- _Work required_: Scan each line of the records for the word "white" and extract the ones that have it.

- _Extracted records_:

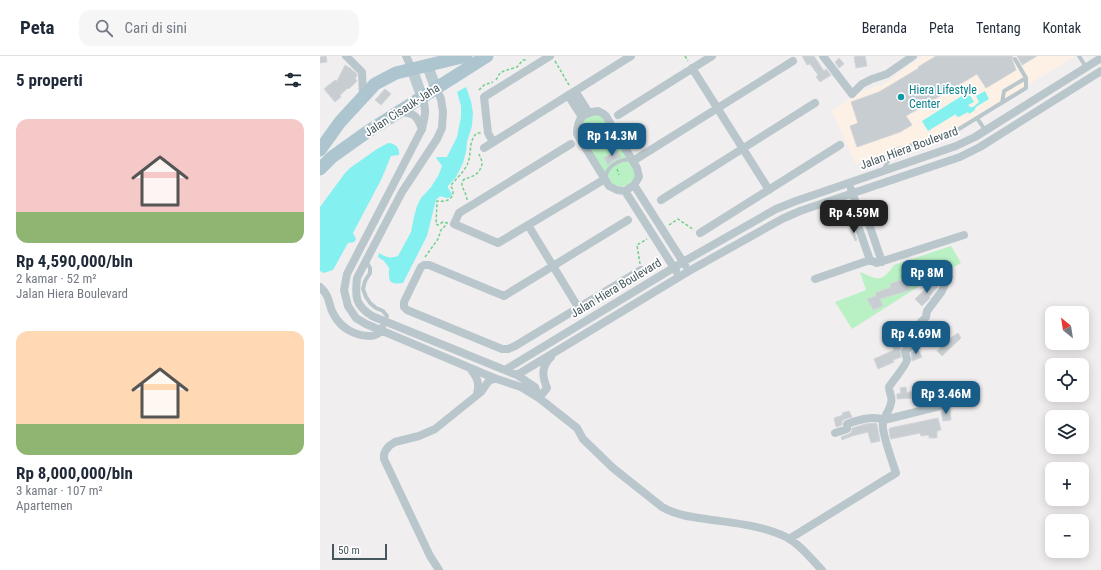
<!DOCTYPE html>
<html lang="id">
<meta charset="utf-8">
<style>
:root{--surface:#fff;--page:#f6f6f7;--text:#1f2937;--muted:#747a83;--line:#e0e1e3;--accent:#185d87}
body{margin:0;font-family:"Roboto Condensed",sans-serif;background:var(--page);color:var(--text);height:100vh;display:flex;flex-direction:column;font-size:15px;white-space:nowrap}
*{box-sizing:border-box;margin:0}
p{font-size:13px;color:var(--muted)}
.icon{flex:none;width:22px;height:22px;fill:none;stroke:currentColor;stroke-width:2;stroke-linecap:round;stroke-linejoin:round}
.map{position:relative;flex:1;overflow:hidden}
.details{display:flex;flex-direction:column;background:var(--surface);width:320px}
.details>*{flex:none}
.needle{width:26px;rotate:330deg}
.tools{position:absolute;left:725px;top:250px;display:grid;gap:8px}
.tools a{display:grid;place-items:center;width:44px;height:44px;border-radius:8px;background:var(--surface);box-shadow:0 2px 10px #0003;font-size:20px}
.scale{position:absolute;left:12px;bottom:10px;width:55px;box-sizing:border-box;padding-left:4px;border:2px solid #45575d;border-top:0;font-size:11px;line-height:14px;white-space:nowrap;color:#45575d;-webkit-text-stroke:3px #fff;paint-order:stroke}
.price{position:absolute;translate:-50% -34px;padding:0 9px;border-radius:8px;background:var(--accent);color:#fff;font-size:13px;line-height:26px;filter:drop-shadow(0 1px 2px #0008)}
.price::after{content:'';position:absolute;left:50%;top:24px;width:12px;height:9px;margin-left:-6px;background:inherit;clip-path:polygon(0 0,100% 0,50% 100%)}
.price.selected{background:#222;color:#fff}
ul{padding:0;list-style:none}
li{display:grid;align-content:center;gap:8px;height:212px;padding:0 16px}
li span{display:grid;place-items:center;height:124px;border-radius:12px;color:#555}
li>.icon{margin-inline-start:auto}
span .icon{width:72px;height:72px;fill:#fffc;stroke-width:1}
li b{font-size:17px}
h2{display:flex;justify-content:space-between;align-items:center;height:48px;padding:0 16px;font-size:17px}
header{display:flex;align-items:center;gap:24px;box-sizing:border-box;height:56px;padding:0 20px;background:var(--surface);border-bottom:1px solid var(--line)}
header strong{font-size:19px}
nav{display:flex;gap:22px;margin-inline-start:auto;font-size:14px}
.search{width:280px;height:36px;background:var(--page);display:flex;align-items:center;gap:10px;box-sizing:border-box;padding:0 14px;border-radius:12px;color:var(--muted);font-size:15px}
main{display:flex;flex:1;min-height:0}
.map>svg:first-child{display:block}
.commercial{fill:#fdf1e6}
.green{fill:#baf1c4}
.water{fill:#85f0f0}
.building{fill:#c8cdd1;stroke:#d2d6da}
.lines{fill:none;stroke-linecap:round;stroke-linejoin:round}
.path{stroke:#70d18d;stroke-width:1.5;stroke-dasharray:3 2;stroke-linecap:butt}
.service{stroke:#b9c7cc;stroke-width:4}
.minor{stroke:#b9c7cc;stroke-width:8}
.secondary{stroke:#b9cad1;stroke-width:11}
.primary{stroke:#acc5cf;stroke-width:13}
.culture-dot{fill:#0f9aa8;stroke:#fff;stroke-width:1.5}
.labels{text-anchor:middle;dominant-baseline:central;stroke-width:3.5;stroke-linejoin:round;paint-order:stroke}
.culture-label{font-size:12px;fill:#0d838f;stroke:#fff;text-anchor:start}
.street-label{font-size:12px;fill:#45575d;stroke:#fff}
</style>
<header>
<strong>Peta</strong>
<div class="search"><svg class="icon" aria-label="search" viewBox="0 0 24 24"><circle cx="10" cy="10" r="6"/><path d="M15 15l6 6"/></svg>Cari di sini</div>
<nav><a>Beranda</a><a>Peta</a><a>Tentang</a><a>Kontak</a></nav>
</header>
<main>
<section class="details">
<h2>5 properti<svg class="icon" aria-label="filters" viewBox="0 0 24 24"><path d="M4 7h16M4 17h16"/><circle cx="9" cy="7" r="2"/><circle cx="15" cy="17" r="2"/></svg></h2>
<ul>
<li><span style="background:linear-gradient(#f6c9c9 75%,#8fb573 0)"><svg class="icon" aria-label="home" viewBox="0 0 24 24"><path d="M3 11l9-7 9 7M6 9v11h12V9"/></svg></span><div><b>Rp 4,590,000/bln</b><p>2 kamar · 52 m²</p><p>Jalan Hiera Boulevard</p></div></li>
<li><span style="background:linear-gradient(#ffd9b3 75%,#8fb573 0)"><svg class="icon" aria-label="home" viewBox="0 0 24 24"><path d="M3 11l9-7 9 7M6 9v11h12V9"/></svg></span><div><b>Rp 8,000,000/bln</b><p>3 kamar · 107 m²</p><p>Apartemen</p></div></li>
</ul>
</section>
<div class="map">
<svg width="781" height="514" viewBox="0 0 781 514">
<rect width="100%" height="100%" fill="#f1eeef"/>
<path class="commercial" d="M603,0H755L652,63L629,76L536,108L512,55L541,36L566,27Z"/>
<path class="green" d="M274,59H279L284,63L312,109L316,119C308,131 304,133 291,127L261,78C261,66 264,63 274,59Z
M631,190L641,207L630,213L629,208L601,229L532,273L515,246L546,234L540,216C559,224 561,227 574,209Z"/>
<path class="water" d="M146,31L151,45L153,57L152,70L147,86L146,96L143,107L136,121L128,130V132C130,135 134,138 130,141C126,144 123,139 119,141C118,142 117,143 116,144L107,180L83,227C67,229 69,224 69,212L64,205L58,201L59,197C66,201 70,203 78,200L91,176L94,161L97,150L101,142L111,131L118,120L122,110L117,103L116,101H127L137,81L141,61V50L137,36Z
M665,35L669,43L656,51L654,55L649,58L648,56L639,61L636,60V58L608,75L602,65L648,36L654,46L648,49L650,51H653L659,46L656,40Z
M68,87C75,87 80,92 79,99L71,100L62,122L33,177L36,183L34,186L28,187L13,214L4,217L0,215V151L25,117L30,112L57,93Z"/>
<path class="building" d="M6,0L7,6L0,7V1Z
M482,0H494L504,15L506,13L511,19L500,26L496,21L498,19L490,8L487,9Z
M538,0H545L547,10L536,12L534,1Z
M616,0H693L692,3L696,14L666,32L657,18L586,60L592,69L580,76L537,91L530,70L538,67L531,46L559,36L599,12L598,11Z
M697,0H717L702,9Z
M519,2L524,8L519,12L515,6Z
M25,9L30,12L37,18V20L35,22L37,25L29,33L28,32L20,39L21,41L15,46L4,33L15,24L17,25Z
M65,33L71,38L61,49L55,44Z
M297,94L301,101L292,105L288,109L284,102Z
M533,172L537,184L535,185L530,173Z
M586,222L590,234L560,243L563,250L553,254L551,249H550L547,243L556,240L555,237L571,231L570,228Z
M614,225L618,229L617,232L609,241L610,242L602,250L595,243Z
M582,272L584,275V280L578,284L573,277Z
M600,275L604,280L597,286L595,279Z
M638,277L641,282L622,300L617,295L629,283Z
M579,287L581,291L580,295L581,301L573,304L574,306L558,313L554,303L574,294L572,290Z
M597,291L602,301L592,305L591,297L595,294Z
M610,330L612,336L594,342L577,343V338L581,337L580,332L586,331L587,337L597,333L598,335Z
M630,353L631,364L623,365L621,355Z
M529,355L532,361L525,363L522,365V369L516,371L514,362L523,359L522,357Z
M618,362L621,374L617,375V382H609V379L601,380L600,377L571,383L570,381L569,373H570V372Z
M555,367L557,368L560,385L551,387L548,376L532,380L522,384L521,381L531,377L532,372L546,368Z"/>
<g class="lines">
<path class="path" d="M365,0L368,5
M235,5L249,29
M176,24L180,17L184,15L197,11L203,4H205L207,5
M159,34L164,29L173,26
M272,88L288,79
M297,113L299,119
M147,144C147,138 141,131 142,126C144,122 147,123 150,121C156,120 162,113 162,107C162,104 160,101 159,98
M128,167L123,166L118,169L116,168L117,145C123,146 133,145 133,136C133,133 131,131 131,129C136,123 143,117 147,109C152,100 148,84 157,77H161
M349,169L358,163L374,174
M105,201L118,183L121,174L127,168
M320,208L317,189L327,183"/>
<path class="service" d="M759,0L766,11
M682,47L684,35L706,22
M657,62L665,74
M564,113L573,95L634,76L706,32V22L695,3
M285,122C286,120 286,118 287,116C291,108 303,102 311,104
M46,205L50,212V217L45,225L43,233L46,241L50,247L56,252L63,255L67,260L65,265"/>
<path class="minor" d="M26,0L42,16L43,40
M86,0L92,13
M503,0L532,38L542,28L552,23L567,18L593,0
M372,12L449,134
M116,32L121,43L123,56L122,72L117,83L82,136L37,222C35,241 35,249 52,260L197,319L215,331L219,342
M255,35L269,57
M248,39L262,61
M102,41C107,54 105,60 102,73L27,218L24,234L28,250L36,262L46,268L174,322L201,331L219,342L257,372L263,383L293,412L342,451C356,459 371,461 386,463C412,467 442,469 466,481C480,488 491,503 502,514
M278,55L282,57L286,60L317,112L319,121L314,129L305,135L297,134L289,130L257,78C257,62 263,57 278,55Z
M80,56C95,57 97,60 102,73
M298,59L392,0
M173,86L168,77L164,41L230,0
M251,88L139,157L134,168L178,187L285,123
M164,92L311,0
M313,105L473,5
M314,129L365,209
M531,133L538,153L537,167L550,204
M305,135L356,215
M341,144L495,47
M538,153L547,162L562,206
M308,164L184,240L109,209H104L101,211L84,246V251L87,254L182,293H188L195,290L321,214
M208,169L258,251
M380,177L520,89
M495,223L550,204L557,207L644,179
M0,231C12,242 7,248 14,259C21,272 35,280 50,280C56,280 60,277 62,272
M150,312C157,322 160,326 157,338
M185,314L363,206L456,153L476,145L636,90L655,81L781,2
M197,319L369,215L462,163L480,155L640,101L660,91L781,15
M219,342L227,332C222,320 221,311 231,301
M515,377L527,373V368C538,364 553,359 564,364L628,348
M469,483L576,417C573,407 561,376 563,367C564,360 570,354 571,347C573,341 569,337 569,331C572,326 587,308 587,304C587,301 585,298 585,295L592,290C593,286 590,282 589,278L606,261L607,255L622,235L625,228L624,218
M119,514L110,500L64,403V398L66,394L69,390L75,386L99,380L115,373L161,336L168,326L174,322"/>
<path class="secondary" d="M107,9L116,32
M92,13L102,41"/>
<path class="primary" d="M0,94L20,66L55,28L76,17L146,0
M0,113L12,101L47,76L167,0"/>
</g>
<circle class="culture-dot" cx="581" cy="41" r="4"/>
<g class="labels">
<g class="culture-label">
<text x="589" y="34">Hiera Lifestyle<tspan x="589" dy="14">Center</tspan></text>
</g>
<g class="street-label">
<text transform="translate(82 54) rotate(-33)">Jalan Cisauk-Jaha</text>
<text transform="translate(589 92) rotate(-20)">Jalan Hiera Boulevard</text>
<text transform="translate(296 232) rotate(-31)">Jalan Hiera Boulevard</text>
</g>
</g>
</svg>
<div class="tools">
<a><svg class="needle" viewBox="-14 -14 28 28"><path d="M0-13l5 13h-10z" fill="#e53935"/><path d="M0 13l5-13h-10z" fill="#747a83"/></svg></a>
<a><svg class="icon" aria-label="locate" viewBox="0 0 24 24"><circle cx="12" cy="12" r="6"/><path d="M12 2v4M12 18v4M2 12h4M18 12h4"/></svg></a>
<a><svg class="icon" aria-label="layers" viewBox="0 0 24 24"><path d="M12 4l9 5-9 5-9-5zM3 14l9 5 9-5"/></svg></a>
<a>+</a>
<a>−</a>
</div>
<div class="scale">50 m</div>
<b class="price" style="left:292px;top:101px">Rp 14.3M</b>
<b class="price selected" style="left:534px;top:178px">Rp 4.59M</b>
<b class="price" style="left:607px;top:238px">Rp 8M</b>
<b class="price" style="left:596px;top:299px">Rp 4.69M</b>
<b class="price" style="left:626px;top:359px">Rp 3.46M</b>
</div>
</main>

- _Response to this exercise_:
body{margin:0;font-family:"Roboto Condensed",sans-serif;background:var(--page);color:var(--text);height:100vh;display:flex;flex-direction:column;font-size:15px;white-space:nowrap}
.scale{position:absolute;left:12px;bottom:10px;width:55px;box-sizing:border-box;padding-left:4px;border:2px solid #45575d;border-top:0;font-size:11px;line-height:14px;white-space:nowrap;color:#45575d;-webkit-text-stroke:3px #fff;paint-order:stroke}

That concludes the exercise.